'''
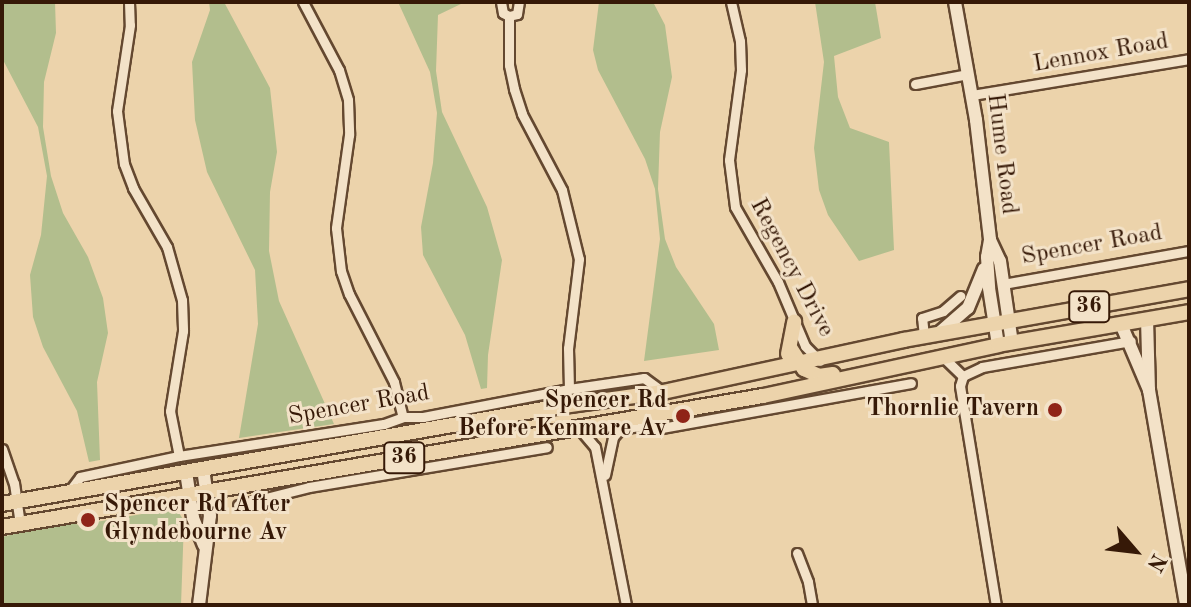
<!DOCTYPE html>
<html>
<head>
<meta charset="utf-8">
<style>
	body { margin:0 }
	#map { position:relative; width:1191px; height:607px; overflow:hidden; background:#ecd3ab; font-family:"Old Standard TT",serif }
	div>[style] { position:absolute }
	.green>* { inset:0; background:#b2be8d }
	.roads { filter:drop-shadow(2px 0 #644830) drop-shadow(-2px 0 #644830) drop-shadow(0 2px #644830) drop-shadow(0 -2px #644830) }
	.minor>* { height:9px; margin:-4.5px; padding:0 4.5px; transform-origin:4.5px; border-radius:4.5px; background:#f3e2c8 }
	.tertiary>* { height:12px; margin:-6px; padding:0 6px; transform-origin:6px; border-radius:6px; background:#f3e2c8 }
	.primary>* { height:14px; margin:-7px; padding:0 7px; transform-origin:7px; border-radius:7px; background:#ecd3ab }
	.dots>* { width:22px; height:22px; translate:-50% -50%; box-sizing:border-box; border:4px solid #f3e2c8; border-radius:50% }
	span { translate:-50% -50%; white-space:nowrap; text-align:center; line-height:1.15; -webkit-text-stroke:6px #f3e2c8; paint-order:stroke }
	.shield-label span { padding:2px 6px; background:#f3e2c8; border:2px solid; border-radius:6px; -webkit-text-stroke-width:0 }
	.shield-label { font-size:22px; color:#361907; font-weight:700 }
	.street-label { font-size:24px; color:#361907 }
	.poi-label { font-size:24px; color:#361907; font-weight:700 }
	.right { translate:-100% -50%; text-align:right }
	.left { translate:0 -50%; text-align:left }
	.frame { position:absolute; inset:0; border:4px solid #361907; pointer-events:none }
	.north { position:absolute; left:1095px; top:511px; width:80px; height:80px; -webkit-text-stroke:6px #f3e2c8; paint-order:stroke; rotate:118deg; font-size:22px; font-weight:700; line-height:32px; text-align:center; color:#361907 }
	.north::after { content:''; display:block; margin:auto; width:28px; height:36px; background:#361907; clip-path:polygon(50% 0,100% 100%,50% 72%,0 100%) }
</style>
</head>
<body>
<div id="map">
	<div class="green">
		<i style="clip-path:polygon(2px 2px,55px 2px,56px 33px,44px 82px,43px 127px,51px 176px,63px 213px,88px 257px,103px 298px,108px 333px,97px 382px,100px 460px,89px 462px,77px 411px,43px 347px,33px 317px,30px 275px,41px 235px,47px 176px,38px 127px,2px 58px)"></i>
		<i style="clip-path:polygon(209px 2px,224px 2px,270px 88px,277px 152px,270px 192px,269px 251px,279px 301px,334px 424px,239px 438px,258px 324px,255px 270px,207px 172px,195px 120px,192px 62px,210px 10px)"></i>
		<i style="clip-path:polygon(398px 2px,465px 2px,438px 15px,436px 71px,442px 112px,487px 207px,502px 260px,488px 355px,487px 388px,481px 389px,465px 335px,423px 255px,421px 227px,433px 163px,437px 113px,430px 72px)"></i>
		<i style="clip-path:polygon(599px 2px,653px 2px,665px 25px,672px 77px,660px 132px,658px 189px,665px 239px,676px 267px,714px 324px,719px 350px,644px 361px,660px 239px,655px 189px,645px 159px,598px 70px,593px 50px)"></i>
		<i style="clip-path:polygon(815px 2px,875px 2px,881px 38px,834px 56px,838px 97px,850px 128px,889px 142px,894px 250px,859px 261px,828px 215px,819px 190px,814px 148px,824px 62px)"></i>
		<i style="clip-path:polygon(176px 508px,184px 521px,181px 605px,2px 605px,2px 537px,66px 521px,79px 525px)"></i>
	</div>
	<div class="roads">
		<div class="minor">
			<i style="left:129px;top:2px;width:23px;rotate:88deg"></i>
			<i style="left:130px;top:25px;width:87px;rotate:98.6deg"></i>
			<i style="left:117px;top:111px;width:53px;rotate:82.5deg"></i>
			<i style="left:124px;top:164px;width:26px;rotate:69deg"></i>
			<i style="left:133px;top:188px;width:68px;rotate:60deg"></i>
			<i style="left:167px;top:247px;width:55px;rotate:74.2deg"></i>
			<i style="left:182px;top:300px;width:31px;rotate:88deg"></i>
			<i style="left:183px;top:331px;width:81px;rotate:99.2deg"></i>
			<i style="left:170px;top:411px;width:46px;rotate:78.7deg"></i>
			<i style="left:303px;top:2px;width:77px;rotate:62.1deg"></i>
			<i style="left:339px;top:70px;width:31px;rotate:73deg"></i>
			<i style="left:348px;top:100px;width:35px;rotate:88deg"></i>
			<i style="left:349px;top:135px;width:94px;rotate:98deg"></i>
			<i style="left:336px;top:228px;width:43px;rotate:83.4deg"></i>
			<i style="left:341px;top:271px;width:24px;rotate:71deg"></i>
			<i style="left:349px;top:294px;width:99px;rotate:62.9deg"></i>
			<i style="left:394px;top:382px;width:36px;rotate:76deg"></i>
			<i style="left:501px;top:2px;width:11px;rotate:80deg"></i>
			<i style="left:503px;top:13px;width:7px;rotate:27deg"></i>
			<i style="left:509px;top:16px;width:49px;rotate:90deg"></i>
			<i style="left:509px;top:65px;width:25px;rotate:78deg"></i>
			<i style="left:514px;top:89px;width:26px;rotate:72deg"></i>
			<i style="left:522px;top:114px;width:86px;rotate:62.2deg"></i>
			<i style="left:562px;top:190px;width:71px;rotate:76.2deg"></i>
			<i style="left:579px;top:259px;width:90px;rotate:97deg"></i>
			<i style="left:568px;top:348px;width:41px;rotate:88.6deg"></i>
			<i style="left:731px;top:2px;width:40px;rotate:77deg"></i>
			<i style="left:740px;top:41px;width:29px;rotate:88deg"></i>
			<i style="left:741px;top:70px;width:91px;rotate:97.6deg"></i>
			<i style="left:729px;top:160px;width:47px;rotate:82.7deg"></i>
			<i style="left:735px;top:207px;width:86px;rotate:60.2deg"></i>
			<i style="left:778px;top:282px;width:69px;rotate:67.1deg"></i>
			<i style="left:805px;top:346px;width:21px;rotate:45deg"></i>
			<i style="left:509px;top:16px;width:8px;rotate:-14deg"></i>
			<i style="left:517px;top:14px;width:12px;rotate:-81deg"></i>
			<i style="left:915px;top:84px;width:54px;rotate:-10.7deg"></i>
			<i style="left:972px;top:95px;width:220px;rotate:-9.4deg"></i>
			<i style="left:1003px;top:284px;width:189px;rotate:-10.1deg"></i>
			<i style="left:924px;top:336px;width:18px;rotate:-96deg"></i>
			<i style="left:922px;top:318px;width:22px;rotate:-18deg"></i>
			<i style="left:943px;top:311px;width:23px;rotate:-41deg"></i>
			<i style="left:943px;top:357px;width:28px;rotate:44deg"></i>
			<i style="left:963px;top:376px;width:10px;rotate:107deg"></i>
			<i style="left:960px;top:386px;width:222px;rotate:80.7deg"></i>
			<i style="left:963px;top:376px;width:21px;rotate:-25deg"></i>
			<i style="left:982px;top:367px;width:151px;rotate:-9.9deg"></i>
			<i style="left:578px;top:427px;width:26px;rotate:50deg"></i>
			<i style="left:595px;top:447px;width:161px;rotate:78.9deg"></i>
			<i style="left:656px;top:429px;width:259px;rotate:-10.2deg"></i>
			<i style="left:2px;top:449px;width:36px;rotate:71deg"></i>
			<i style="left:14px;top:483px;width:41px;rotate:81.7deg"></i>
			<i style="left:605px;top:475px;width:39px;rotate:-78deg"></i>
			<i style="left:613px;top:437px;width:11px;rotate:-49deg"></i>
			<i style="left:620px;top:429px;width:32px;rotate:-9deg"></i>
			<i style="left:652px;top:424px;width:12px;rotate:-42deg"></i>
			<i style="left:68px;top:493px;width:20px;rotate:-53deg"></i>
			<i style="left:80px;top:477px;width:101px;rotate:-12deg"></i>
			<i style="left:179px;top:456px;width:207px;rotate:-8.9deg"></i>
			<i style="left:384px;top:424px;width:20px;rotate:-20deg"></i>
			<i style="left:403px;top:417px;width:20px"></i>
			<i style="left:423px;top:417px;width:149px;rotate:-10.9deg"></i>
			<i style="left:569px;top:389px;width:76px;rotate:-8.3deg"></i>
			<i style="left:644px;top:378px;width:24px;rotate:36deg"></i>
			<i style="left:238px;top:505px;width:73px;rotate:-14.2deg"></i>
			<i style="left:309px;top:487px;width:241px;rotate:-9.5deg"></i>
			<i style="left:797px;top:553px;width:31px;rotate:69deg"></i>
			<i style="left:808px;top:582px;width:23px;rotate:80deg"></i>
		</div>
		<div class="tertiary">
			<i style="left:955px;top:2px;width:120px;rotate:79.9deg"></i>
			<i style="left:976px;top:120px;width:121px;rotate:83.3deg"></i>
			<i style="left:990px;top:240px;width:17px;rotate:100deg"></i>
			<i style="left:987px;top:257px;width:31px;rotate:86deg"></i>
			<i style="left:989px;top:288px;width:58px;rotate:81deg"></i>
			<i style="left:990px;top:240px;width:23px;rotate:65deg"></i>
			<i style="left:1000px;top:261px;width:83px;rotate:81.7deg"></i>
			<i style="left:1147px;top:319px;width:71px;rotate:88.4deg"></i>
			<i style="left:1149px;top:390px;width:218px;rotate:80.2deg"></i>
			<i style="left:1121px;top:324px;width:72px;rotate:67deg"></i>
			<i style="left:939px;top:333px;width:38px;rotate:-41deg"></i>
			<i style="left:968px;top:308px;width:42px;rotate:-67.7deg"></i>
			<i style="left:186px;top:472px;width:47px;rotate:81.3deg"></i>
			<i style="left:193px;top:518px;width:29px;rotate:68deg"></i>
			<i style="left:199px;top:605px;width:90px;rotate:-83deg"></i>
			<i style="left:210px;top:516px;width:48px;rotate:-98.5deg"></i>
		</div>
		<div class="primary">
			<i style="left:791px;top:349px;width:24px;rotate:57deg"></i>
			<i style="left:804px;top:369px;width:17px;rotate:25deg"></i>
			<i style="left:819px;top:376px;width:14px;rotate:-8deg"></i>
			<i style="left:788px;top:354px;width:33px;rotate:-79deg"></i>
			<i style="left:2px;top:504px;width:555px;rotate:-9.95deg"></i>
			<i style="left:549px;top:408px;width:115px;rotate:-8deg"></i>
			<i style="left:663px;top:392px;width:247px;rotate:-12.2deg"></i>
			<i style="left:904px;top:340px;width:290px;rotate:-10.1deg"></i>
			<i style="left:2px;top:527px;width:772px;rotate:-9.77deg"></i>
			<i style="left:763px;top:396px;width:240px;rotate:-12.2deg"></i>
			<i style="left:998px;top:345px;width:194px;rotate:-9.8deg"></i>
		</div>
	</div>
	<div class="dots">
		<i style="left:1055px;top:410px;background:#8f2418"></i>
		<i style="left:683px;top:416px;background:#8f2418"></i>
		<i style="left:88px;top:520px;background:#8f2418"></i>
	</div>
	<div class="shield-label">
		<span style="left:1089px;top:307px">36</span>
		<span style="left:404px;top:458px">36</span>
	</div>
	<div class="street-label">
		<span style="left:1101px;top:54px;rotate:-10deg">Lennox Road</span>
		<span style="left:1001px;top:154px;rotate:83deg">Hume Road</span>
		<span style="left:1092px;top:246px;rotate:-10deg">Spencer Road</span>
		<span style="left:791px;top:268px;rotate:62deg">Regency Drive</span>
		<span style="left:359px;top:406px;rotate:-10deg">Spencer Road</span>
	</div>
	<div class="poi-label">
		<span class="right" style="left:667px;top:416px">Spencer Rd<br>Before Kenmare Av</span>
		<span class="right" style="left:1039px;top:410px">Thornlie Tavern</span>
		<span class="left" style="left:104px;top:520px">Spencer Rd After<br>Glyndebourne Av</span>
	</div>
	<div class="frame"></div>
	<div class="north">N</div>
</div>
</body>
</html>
'''
## Requirement
What you give back must be exactly the lines from the opening line of the entries through the line holding "filter:drop-shadow(2px 0 #644830)", with no pictures.

## Output
<!DOCTYPE html>
<html>
<head>
<meta charset="utf-8">
<style>
	body { margin:0 }
	#map { position:relative; width:1191px; height:607px; overflow:hidden; background:#ecd3ab; font-family:"Old Standard TT",serif }
	div>[style] { position:absolute }
	.green>* { inset:0; background:#b2be8d }
	.roads { filter:drop-shadow(2px 0 #644830) drop-shadow(-2px 0 #644830) drop-shadow(0 2px #644830) drop-shadow(0 -2px #644830) }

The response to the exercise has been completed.